The problem.
Would you copy each line of the data below that has "this"?

+++ Working data +++

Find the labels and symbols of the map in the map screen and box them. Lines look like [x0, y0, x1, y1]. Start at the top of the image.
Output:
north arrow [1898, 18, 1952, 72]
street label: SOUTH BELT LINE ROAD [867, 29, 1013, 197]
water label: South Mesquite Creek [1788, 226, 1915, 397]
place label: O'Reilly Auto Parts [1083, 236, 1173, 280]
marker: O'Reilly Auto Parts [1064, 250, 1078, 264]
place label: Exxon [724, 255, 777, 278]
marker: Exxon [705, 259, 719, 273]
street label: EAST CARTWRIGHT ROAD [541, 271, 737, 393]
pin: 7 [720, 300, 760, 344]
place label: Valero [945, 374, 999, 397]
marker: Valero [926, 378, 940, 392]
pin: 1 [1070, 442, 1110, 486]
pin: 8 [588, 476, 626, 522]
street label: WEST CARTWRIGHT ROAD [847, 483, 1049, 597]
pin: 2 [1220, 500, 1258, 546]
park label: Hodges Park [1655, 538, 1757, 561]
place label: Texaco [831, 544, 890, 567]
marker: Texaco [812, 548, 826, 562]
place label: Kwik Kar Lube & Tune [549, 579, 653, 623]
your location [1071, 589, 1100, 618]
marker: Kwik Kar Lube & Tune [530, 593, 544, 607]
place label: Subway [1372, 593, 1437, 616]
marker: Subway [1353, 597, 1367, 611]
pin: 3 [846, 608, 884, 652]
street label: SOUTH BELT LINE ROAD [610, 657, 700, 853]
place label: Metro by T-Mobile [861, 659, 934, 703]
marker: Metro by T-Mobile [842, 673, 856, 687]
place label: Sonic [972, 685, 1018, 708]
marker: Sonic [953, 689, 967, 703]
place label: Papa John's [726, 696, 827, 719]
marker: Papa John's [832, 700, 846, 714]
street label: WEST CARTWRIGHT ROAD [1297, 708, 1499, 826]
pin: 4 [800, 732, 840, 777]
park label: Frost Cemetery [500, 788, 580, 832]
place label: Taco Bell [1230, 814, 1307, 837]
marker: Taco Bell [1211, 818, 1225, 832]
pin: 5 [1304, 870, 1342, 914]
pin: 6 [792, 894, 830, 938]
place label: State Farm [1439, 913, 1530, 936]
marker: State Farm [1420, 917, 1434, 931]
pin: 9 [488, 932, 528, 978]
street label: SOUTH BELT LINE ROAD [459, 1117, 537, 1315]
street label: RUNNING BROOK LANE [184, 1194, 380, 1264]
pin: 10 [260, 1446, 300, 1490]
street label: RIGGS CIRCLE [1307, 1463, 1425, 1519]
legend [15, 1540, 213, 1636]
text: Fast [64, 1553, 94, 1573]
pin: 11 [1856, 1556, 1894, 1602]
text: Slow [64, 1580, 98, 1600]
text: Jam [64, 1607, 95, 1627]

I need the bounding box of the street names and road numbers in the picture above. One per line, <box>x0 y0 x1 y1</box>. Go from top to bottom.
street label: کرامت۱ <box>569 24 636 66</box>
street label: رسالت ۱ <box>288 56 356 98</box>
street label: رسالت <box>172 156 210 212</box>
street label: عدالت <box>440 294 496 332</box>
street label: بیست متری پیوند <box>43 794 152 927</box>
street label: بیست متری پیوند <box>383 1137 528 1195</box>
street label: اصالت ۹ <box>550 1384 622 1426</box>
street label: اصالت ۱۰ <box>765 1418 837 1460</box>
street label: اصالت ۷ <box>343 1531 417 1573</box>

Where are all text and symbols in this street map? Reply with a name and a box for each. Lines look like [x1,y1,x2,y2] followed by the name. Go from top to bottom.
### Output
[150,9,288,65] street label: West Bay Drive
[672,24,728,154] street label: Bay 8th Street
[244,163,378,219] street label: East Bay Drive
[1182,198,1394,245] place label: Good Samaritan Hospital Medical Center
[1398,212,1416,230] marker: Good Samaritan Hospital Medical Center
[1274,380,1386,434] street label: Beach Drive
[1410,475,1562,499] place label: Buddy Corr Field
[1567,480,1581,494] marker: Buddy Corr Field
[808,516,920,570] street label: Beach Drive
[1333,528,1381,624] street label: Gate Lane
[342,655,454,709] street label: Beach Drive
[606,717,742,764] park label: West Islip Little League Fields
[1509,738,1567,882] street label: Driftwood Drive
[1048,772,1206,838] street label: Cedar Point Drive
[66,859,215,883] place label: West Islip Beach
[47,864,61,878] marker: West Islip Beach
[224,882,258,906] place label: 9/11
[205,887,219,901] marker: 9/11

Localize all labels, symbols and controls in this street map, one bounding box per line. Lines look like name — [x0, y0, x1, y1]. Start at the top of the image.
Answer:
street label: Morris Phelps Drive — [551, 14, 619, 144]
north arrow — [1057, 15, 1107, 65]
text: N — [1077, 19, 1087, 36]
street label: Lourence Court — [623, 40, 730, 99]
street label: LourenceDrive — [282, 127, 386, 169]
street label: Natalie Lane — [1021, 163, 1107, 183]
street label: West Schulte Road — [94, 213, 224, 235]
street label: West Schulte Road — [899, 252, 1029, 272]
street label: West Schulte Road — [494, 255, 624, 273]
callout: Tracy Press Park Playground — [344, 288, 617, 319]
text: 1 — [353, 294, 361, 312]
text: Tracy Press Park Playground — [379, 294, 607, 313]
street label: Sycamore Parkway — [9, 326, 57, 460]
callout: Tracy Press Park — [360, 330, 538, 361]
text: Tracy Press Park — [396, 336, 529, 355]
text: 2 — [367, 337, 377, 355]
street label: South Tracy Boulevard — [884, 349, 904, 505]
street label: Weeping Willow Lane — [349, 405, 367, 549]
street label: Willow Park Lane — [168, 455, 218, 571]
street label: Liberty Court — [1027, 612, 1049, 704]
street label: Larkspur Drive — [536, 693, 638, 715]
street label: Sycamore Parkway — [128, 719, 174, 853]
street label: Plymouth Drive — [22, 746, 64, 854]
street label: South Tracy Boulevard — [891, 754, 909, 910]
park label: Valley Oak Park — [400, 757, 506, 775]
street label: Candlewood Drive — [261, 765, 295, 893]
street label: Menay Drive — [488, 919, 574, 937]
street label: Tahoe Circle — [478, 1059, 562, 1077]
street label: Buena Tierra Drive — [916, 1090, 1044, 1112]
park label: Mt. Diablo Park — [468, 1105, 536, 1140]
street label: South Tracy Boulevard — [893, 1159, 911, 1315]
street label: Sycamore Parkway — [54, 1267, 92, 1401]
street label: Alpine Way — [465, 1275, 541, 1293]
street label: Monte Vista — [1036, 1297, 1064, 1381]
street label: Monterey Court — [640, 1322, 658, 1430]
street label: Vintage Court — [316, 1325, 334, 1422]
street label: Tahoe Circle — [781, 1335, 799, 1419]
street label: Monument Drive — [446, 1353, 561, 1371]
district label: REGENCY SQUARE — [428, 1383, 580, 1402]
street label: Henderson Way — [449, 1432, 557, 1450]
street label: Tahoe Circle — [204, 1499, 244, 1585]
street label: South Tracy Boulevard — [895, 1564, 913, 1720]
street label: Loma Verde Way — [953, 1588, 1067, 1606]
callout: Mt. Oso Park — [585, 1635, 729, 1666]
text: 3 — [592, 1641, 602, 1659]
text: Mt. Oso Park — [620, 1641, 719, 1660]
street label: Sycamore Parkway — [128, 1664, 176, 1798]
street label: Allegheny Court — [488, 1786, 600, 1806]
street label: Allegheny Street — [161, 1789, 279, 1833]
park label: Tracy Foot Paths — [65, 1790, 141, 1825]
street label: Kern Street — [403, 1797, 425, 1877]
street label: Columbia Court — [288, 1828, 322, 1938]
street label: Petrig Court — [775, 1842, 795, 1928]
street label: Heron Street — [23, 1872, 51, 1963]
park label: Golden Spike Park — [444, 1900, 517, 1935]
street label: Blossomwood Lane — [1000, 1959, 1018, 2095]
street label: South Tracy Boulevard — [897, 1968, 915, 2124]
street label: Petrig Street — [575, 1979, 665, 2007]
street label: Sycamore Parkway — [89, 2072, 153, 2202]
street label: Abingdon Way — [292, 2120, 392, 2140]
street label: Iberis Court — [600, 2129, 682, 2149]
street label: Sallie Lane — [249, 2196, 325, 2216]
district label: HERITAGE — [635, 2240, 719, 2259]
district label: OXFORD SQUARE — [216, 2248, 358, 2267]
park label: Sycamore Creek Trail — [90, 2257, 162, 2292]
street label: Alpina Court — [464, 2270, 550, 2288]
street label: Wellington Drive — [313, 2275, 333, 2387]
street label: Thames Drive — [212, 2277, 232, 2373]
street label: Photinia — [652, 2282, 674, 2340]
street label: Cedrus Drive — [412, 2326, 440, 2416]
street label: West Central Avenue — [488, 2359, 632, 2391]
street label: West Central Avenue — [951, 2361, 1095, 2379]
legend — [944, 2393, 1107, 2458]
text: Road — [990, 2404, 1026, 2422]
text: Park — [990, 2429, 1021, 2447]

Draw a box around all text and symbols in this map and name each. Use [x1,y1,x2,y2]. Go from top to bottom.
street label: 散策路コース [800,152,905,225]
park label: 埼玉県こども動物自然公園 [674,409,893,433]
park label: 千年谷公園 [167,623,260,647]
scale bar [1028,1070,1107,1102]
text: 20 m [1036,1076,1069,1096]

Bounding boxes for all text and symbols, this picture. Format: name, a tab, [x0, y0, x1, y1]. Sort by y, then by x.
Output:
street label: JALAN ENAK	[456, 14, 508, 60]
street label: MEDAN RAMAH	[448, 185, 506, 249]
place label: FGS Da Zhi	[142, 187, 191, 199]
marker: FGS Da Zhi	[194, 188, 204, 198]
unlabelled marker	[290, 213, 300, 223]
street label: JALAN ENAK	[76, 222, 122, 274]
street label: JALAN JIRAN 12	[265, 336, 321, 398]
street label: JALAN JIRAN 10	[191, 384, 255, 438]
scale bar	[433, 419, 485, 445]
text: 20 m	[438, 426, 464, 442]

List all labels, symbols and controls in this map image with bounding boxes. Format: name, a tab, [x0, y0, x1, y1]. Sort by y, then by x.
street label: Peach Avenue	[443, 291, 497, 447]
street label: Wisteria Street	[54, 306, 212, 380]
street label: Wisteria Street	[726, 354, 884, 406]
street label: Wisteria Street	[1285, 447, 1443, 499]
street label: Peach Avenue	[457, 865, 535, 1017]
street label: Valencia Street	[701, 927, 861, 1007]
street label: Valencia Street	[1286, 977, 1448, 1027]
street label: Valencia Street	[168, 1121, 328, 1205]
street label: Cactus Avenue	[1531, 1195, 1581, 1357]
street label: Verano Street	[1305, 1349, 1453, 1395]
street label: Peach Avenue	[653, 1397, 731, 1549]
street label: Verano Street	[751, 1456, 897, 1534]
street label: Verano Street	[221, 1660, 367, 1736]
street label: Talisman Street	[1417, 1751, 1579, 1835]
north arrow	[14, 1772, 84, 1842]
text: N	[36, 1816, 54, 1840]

+++

Task solution.
Where are all text and symbols in this street map? Reply with a name and a box for each. Lines look like [x1,y1,x2,y2] followed by the name. Go from top to bottom.
Localize all labels, symbols and controls in this street map, one bounding box per line. Lines look like name — [x0, y0, x1, y1]. Start at the top of the image.
Draw a box around all text and symbols in this map and name each. Use [x1,y1,x2,y2]. Go from top to bottom.
Bounding boxes for all text and symbols, this picture. Format: name, a tab, [x0, y0, x1, y1]. Sort by y, then by x.
List all labels, symbols and controls in this map image with bounding boxes. Format: name, a tab, [x0, y0, x1, y1]. Sort by y, then by x.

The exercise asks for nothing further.